Martin Eden
8.6
Martin Eden

livre de Jack London (1909)

A la recherche du thon perdu VS A l'est de Martin Eden


Une brève tentative intertextuelle


Oui, ce livre est exceptionnel. Oui, il faut impérativement le lire. Mais non, je ne vous en offrirai pas le résumé, ni ne dresserai la liste de ses qualités évidentes. Au lieu de cela, je vous propose d'aborder l'œuvre sous un jour légèrement différent.

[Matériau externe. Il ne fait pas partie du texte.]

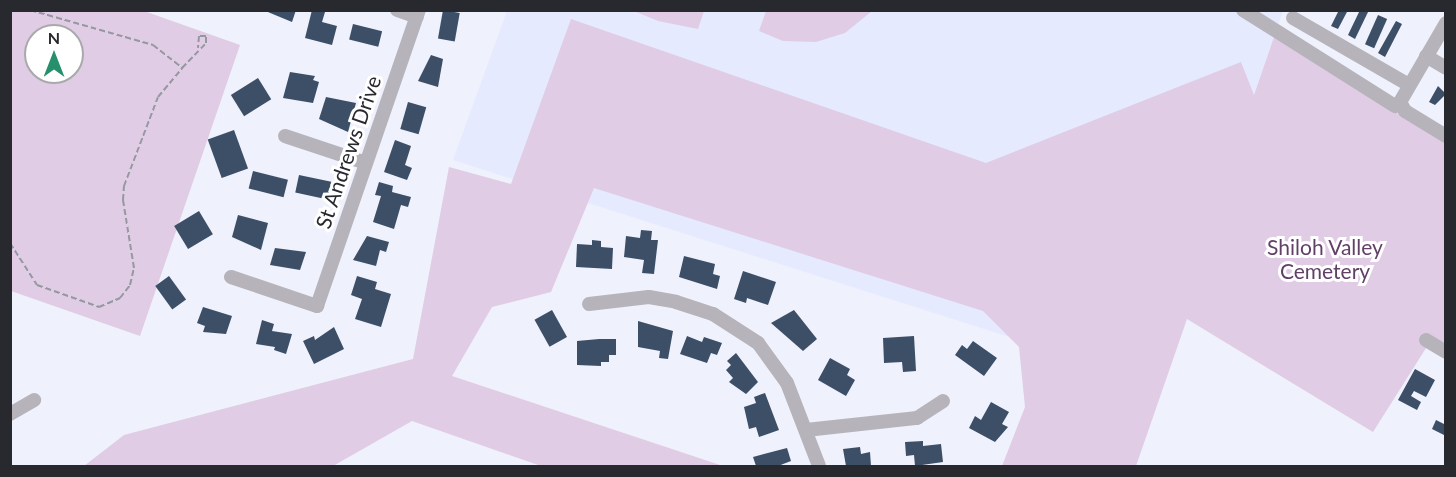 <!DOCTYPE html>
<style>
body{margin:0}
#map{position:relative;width:1456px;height:477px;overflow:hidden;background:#eff1fc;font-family:Lato,sans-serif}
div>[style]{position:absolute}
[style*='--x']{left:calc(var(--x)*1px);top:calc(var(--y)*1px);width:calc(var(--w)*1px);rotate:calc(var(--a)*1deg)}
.built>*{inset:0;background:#e6eafe}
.green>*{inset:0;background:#e0cce4}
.building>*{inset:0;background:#3c4f67;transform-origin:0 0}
.path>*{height:2px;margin-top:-1px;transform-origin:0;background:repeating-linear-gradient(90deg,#9698a1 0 6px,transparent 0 9px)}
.minor>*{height:14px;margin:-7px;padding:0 7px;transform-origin:7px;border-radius:7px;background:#b6b3bb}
span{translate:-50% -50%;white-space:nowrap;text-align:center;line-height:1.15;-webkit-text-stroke:6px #fff;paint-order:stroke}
.street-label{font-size:21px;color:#27292f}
.park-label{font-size:21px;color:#613f67}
.frame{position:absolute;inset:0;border:12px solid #27292f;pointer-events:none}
.north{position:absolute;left:24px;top:24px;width:60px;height:60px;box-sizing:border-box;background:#fff;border:2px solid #a9a9ac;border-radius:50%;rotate:0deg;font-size:16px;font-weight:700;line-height:24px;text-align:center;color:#27292f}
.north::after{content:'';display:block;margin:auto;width:21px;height:27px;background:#268f6c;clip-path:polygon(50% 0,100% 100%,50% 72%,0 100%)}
</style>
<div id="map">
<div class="built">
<i style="clip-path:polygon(507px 11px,1283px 11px,1154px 383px,453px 160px)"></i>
</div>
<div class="green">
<i style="clip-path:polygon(evenodd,11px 11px,144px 11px,240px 45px,140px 336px,11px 291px,11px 11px,36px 36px,72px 36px,72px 72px,36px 72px,36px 36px)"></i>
<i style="clip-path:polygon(634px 11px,704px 11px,698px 29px,658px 21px)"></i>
<i style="clip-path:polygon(766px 11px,766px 10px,872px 11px,845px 33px,816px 42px,783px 41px,759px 31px)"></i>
<i style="clip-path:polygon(571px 19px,986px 163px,1241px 62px,1254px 95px,1274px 37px,1445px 143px,1445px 343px,1433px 337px,1373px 432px,1187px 319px,1136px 466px,1002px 466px,1025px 407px,1019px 347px,983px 311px,594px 188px,551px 292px,492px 307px,452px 376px,723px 466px,541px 466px,412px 421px,333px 466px,84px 466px,124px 435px,413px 359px,449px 167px,511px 184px)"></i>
</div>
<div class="building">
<i style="clip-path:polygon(263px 10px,296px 10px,292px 22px)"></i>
<i style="clip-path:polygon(312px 10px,325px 12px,322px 22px,337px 26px,332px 45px,305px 38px)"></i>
<i style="left:443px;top:10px;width:17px;height:29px;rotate:10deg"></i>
<i style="clip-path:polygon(1339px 10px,1348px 10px,1338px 29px,1331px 26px)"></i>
<i style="clip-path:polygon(1360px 10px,1369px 10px,1355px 39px,1348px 35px)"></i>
<i style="left:1378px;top:15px;width:10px;height:32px;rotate:24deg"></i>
<i style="clip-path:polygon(1396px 21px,1402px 24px,1385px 57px,1378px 53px)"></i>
<i style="left:353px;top:24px;width:30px;height:16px;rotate:14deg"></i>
<i style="clip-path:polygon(431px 55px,443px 59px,438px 87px,418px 81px)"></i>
<i style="clip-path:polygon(290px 72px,315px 76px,313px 80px,319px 82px,313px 103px,283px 98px)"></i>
<i style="left:258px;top:78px;width:25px;height:32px;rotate:58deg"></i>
<i style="clip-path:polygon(1438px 86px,1446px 94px,1435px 105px,1429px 102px)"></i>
<i style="clip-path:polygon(326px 97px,356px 103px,348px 132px,319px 119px)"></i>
<i style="left:408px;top:102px;width:19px;height:28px;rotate:16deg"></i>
<i style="left:234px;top:130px;width:41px;height:28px;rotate:70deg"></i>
<i style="clip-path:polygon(395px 140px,411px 146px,405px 165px,412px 168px,407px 180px,384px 172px)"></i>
<i style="left:253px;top:171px;width:36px;height:18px;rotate:14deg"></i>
<i style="left:299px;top:175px;width:33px;height:18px;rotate:12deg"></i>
<i style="clip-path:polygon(379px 182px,393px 186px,392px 192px,411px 197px,408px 207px,401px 205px,394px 229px,373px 222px,381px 196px,375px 195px)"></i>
<i style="left:199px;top:211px;width:27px;height:29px;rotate:59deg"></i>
<i style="clip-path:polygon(238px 215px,268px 223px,261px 250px,232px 237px)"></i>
<i style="clip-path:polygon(641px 230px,652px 231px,651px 240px,658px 240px,654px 274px,642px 273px,644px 260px,624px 257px,626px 236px,640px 238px)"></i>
<i style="clip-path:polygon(367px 236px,389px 242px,386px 252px,380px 250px,376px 266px,353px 260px)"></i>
<i style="clip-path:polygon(592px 240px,601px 241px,601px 247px,613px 248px,612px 269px,576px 267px,577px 244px,592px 245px)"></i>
<i style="clip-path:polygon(275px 248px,306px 252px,300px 270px,270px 265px)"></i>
<i style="clip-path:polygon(684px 256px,715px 264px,713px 274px,720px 276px,717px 289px,679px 277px)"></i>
<i style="clip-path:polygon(743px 271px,776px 282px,768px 305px,747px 298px,746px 303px,734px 299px)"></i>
<i style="left:169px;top:276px;width:29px;height:17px;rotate:54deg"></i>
<i style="clip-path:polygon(357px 276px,377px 282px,375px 289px,391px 294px,381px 327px,355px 319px,362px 299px,351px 295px)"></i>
<i style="clip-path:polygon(203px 307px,232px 316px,226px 334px,203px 332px,205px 326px,197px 323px)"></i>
<i style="left:552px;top:310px;width:31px;height:20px;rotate:61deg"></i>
<i style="clip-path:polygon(794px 310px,817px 339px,803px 351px,771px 323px)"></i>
<i style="clip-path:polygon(262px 320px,274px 324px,272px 331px,292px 334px,286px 354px,274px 350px,275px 347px,256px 344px)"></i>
<i style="clip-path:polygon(638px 321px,673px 331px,668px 359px,659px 358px,660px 351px,638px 347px)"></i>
<i style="clip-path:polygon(334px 327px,344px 349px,314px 364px,303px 341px,314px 336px,315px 340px)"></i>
<i style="clip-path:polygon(687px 336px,702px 342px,704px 337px,722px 343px,717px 355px,711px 353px,707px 363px,680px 354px)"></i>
<i style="clip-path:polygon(914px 336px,916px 371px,903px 372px,902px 362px,884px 363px,883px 338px)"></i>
<i style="clip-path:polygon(599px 339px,616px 339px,616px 355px,609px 355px,609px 362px,601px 362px,601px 366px,577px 365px,577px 341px)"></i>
<i style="clip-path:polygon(973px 341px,997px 358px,984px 376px,955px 355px,962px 345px,967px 349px)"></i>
<i style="clip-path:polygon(736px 353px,758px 382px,746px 394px,729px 382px,733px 378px,726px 370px,731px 365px,727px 361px)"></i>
<i style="clip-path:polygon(830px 358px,850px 369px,847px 375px,855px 380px,846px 396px,818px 380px)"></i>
<i style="clip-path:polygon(1415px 369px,1435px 380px,1426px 397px,1414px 391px,1411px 396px,1421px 402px,1417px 410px,1398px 400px)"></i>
<i style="clip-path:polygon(765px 393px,779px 430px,759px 437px,756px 427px,749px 429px,744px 407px,756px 403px,754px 397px)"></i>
<i style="clip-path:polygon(991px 402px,1009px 412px,1002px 424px,1008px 427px,995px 442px,969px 428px,975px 416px,981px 420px)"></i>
<i style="clip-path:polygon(1436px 420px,1446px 425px,1446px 436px,1432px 429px)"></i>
<i style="clip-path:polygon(923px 441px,923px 446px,941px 444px,943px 462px,915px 466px,914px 455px,906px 456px,905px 442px)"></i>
<i style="clip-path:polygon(860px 447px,861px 454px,870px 452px,871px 466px,846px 466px,843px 449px)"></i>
<i style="clip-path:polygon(787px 448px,791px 461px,778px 466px,756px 466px,753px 457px)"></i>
</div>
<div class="path">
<i style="--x:30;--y:10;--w:128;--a:15.9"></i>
<i style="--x:153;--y:45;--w:37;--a:38"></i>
<i style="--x:182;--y:68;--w:35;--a:-46"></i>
<i style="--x:206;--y:43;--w:7;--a:-90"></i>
<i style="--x:206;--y:36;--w:7;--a:180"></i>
<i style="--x:199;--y:36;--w:12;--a:95"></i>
<i style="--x:10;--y:243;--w:50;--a:57.3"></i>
<i style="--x:37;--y:285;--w:66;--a:19.5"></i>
<i style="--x:99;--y:307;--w:23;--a:-23"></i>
<i style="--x:120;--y:298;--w:16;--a:-52"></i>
<i style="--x:130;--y:285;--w:17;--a:-77"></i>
<i style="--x:134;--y:268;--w:69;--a:-99.2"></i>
<i style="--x:123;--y:200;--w:14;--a:-86"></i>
<i style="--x:124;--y:186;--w:95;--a:-69.1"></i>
<i style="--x:158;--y:97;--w:38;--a:-50"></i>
</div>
<div class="minor">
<i style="--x:397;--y:10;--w:21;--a:19"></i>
<i style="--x:1243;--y:10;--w:180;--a:32.3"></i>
<i style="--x:1293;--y:18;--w:134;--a:30"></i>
<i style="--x:1446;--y:23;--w:91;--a:120.2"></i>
<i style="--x:1400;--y:102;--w:10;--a:61"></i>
<i style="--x:1405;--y:111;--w:48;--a:31.4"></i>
<i style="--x:1426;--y:56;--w:23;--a:31"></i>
<i style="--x:285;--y:136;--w:85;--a:18.4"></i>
<i style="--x:231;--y:277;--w:91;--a:18.6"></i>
<i style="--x:317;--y:306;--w:313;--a:-71"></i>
<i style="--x:589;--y:304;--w:60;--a:-6.7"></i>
<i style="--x:649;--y:297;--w:27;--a:10"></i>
<i style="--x:676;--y:302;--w:39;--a:18"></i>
<i style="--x:713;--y:314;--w:54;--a:32.8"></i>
<i style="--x:758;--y:343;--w:49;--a:54.1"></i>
<i style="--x:787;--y:383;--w:89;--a:68.9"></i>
<i style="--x:1426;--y:340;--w:23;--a:31"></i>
<i style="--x:10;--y:414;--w:28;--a:-30"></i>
<i style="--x:806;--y:430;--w:112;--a:-6.2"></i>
<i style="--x:917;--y:418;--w:31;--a:-33"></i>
</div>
<div class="street-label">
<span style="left:348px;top:152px;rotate:-71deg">St Andrews Drive</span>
</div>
<div class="park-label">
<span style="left:1325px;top:259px">Shiloh Valley<br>Cemetery</span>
</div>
<div class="frame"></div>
<div class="north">N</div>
</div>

Parmi les auteurs que je porte au sommet de mon estime, John Steinbeck et Marcel Proust représentent, à mes yeux, l'excellence absolue dans leurs domaines respectifs. Le premier excelle par ses récits d'une apparente simplicité, ciselés et percutants, son réalisme social brut qui captive l'empathie et nous plonge dans les luttes du prolétariat exploité, humilié, sans jamais sombrer dans le dogmatisme. Le second, quand à lui, est un artiste-peintre de l'âme, dépeignant sa vaste fresque aristocratique avec les couleurs chaudes des émotions les plus intimes mêlées aux teintes glacées d'un cynisme lucide envers une élite décadente.

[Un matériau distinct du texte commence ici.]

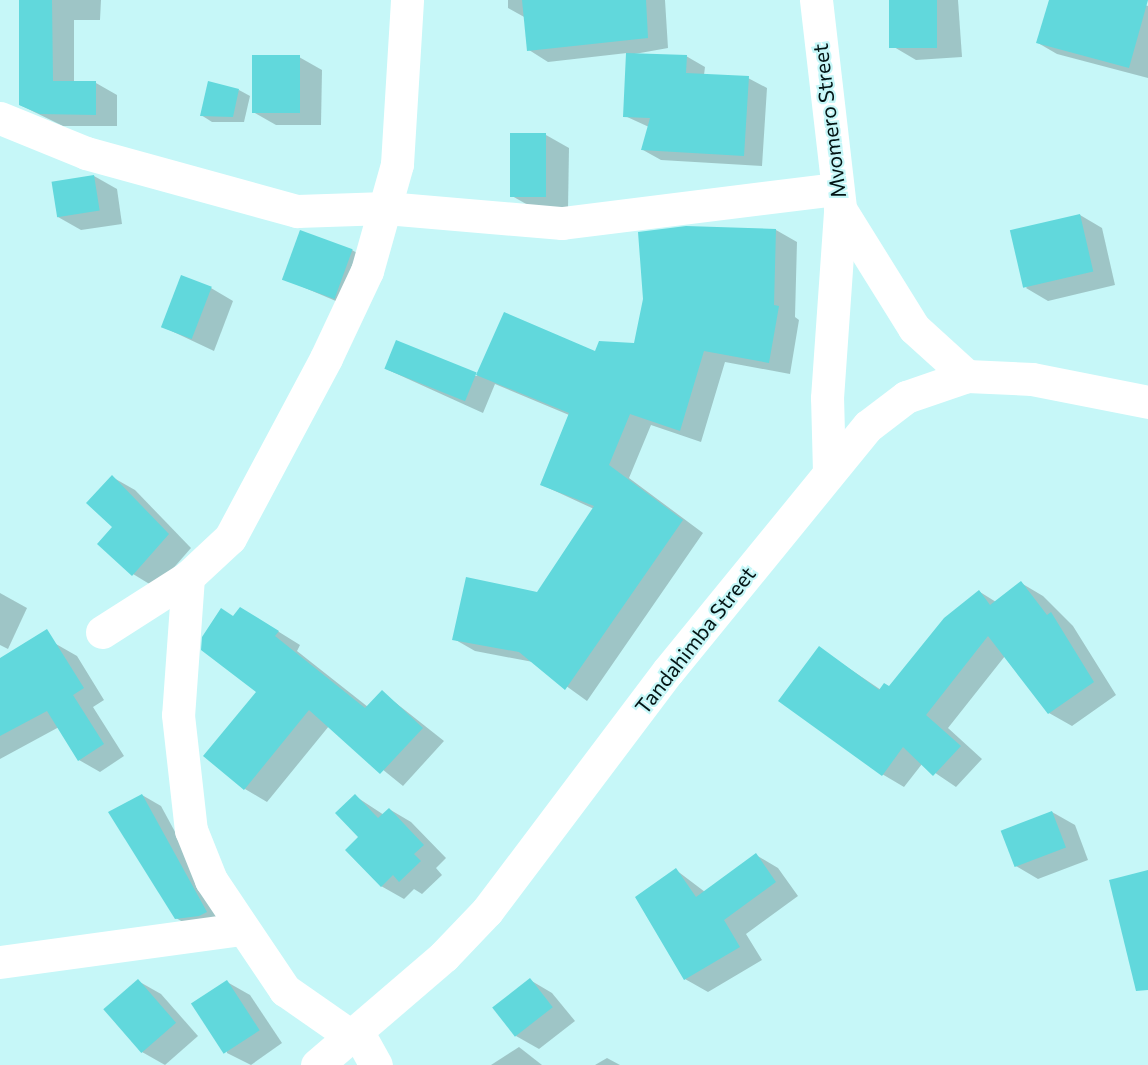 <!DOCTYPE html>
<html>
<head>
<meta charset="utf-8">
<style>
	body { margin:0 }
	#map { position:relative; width:1148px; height:1065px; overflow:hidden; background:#c6f7f8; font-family:Commissioner,sans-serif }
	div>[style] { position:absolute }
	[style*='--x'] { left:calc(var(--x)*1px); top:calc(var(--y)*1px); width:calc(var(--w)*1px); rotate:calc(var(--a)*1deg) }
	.shadow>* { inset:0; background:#0003 }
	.building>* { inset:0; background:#61d8dc; transform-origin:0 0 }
	.street>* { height:33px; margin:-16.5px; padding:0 16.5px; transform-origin:16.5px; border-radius:16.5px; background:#fff }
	span { translate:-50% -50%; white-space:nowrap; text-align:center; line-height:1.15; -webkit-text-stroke:4.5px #c6f7f8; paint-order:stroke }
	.street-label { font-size:21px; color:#031414 }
</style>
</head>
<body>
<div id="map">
	<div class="shadow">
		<div style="clip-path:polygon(20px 0,101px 0,100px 20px,74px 20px,74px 83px,96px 83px,117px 95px,117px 126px,63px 126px,20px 105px)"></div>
		<div style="clip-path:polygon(508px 0,665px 0,668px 48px,629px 55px,686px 56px,705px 67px,704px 75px,748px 78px,767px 88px,762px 166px,661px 160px,643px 150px,649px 127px,625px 116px,627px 53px,548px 62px,529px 50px,526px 18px,508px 8px)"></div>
		<div style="clip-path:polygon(891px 0,958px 0,962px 57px,916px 60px,894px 47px)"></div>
		<div style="clip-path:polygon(1051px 0,1130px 0,1148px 6px,1148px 78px,1057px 54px,1038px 43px)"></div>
		<div style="clip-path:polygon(299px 57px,322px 70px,321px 125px,276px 125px,253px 112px)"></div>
		<div style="clip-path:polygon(239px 90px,250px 96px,244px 122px,212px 122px,201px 115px)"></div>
		<div style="clip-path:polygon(546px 135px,569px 148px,568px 209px,535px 209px,512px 196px)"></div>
		<div style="clip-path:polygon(94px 176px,117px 189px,122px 224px,81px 230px,58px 217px)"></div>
		<div style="clip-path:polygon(1080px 215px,1102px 228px,1115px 285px,1048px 301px,1026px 288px)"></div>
		<div style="clip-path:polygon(686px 228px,776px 230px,797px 242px,795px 317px,799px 320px,790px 374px,725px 362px,701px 442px,651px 425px,629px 478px,703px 533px,587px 701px,533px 662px,475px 651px,454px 639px,537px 594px,594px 509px,542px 485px,569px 415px,495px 384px,483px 413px,386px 369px,477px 376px,505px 314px,596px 353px,636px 344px)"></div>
		<div style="clip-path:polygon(352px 250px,374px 263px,357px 310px,284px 279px)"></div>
		<div style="clip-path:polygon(211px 288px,233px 301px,214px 351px,163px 327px)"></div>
		<div style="clip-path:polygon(112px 477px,135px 490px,191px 548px,156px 588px,133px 574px,114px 527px)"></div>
		<div style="clip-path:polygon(1021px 583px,1043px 596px,1073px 626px,1116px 695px,1072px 726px,1049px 713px,1005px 656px,948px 728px,982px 759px,956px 787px,922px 764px,904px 787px,882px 774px,819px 648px,881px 690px,890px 688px,980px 592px,996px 602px)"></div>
		<div style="clip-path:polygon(0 593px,27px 608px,8px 649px,0 645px)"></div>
		<div style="clip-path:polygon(234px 618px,263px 622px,300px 645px,297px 651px,368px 707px,382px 692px,444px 741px,403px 786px,329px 726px,267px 802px,245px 789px,258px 692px)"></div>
		<div style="clip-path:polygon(56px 644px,77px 656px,104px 700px,93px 707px,124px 756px,100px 772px,79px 760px,59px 727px,0 759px,0 677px)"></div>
		<div style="clip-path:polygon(142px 795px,161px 806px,224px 922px,195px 929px,176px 918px)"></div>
		<div style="clip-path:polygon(355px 796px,384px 815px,389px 809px,411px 822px,446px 858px,436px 868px,442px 875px,422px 894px,414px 889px,404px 899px,381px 886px,360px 837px)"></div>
		<div style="clip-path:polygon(1052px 812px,1075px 825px,1088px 860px,1038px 879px,1016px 866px)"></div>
		<div style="clip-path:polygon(756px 855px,778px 868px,798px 896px,746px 934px,762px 960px,708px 992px,685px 979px,676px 870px,705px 892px)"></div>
		<div style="clip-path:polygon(530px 980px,552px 993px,575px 1021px,539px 1049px,516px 1036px)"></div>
		<div style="clip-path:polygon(138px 981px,161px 994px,198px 1036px,165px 1065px,142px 1052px,105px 1010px)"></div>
		<div style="clip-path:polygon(227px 982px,250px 995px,282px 1043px,251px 1065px,227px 1053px)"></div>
		<div style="clip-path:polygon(519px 1047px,542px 1065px,491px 1065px)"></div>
		<div style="clip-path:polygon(607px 1058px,620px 1065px,595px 1065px)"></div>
	</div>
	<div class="building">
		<div style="clip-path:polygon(19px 0,52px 0,53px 81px,96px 81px,96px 115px,40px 114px,19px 105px)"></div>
		<div style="clip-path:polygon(522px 0,646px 0,648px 38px,527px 51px)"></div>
		<div style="left:889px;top:0;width:48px;height:48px"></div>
		<div style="clip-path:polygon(1049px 0,1148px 0,1129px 68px,1036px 43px)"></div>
		<div style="clip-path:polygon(626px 53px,687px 55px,686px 73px,749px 76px,744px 156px,641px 150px,650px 118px,623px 117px)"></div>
		<div style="left:252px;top:55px;width:48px;height:58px"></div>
		<div style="clip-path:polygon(208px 81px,239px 89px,233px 117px,200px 116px)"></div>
		<div style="left:546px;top:133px;width:64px;height:36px;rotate:90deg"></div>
		<div style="left:94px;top:175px;width:36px;height:43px;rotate:81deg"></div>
		<div style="left:1080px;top:214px;width:59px;height:72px;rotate:77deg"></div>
		<div style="clip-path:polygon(686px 226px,776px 229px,774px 305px,779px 306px,769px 363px,704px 351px,680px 431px,630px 414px,609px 465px,683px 520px,565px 690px,519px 652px,452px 640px,466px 577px,537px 592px,594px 506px,540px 485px,569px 413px,476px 375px,504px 312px,595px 351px,599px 341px,634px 343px,643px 299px,638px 232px)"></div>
		<div style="left:300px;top:230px;width:56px;height:53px;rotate:20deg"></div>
		<div style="left:181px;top:275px;width:33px;height:56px;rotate:21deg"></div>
		<div style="left:396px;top:340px;width:87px;height:31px;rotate:22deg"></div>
		<div style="clip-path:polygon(112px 475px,169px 534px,132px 576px,97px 544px,112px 527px,86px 503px)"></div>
		<div style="clip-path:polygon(1021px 581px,1047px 615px,1051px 612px,1094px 682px,1048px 714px,988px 636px,926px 715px,961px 746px,933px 776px,903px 747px,882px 776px,778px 701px,819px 646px,879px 690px,884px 683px,889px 686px,944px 618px,979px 590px,990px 605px)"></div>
		<div style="clip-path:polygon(240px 607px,279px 631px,275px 636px,365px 708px,382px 690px,423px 728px,380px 774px,309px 710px,244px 790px,203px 756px,256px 692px,201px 650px,202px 637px,221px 608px,233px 616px)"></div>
		<div style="clip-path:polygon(47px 629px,84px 688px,73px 695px,104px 744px,78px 761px,47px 711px,0 736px,0 658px)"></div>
		<div style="clip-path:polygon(142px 794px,207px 912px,199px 916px,175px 919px,108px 812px)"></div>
		<div style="clip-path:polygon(355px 794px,378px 818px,389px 808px,424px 845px,414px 854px,421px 861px,399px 882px,393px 875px,381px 887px,345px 850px,358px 837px,335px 813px)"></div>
		<div style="left:1052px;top:811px;width:39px;height:55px;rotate:69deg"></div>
		<div style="clip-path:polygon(756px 853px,776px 882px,724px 920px,740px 947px,684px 980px,635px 897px,676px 868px,696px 897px)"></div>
		<div style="clip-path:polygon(1148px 870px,1148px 990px,1136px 991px,1109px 880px)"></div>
		<div style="left:530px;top:978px;width:37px;height:48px;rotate:52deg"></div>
		<div style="left:138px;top:979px;width:58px;height:46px;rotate:49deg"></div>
		<div style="left:227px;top:980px;width:60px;height:43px;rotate:57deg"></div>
	</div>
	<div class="street">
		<div style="--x:816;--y:0;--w:210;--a:83.4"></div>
		<div style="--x:840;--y:209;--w:140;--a:58.1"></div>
		<div style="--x:914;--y:328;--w:72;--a:42.2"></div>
		<div style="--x:0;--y:118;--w:93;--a:22.1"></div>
		<div style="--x:86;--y:153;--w:219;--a:15.4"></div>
		<div style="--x:297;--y:211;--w:89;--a:-1.9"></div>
		<div style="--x:386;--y:208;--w:177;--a:4.9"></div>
		<div style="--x:562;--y:223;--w:275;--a:-7.1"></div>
		<div style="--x:829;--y:472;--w:74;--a:-91.5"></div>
		<div style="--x:827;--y:398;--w:188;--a:-86"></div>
		<div style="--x:188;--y:577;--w:138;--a:94.1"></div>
		<div style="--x:178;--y:715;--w:116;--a:83.6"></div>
		<div style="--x:191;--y:830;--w:54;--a:68.2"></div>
		<div style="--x:211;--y:880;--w:133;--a:56.1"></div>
		<div style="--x:285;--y:990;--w:80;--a:34.9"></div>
		<div style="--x:102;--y:632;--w:102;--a:-32.6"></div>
		<div style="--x:188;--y:577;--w:57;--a:-42.9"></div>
		<div style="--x:230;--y:538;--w:204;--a:-61.9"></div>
		<div style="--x:326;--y:358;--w:96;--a:-64.8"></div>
		<div style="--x:367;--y:271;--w:111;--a:-74.3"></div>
		<div style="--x:397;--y:164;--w:164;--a:-86.5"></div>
		<div style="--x:0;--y:962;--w:242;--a:-7.8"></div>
		<div style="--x:357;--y:1031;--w:39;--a:61"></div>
		<div style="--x:317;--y:1065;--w:167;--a:-40.6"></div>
		<div style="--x:444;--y:956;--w:62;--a:-46.3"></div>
		<div style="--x:487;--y:911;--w:301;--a:-53"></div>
		<div style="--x:668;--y:671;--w:316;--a:-50.8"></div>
		<div style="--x:868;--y:426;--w:48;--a:-37.3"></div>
		<div style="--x:906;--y:397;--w:65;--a:-19"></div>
		<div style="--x:967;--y:376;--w:65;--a:2.6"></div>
		<div style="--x:1032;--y:379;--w:118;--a:11.2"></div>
	</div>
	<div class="street-label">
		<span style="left:829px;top:121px;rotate:-97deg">Mvomero Street</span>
		<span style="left:695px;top:640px;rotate:-52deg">Tandahimba Street</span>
	</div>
</div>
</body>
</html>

Ces deux génies du début du siècle dernier n'ont, je vous l'accorde, que peu de points communs. Pourtant, durant ma lecture de Martin Eden, mon esprit n'a cessé de tisser entre eux un pont littéraire, comme si le chef-d'œuvre de Jack London était le fruit anachronique et savoureux d'une union improbable entre la fange et la soie, entre les poings calleux et les salons dorés, entre les combats de rue et les joutes verbales.


Pour vous convaincre d'embarquer avec moi (accompagné du matelot Eden) sur ce navire transatlantique de l'intertextualité, voici quelques passages éloquents, soigneusement choisis pour éviter de dévoiler l'intrigue :


Quelques phrases qui auraient pu inspirer Steinbeck :


  • Sur l'âpreté du labeur physique :
Il connut l'oubli, retrouva la vie et c'est vivant qu'il découvrit, dans une lumière éclatante, la bête qu'il devenait, non du fait de la boisson, mais du fait du travail.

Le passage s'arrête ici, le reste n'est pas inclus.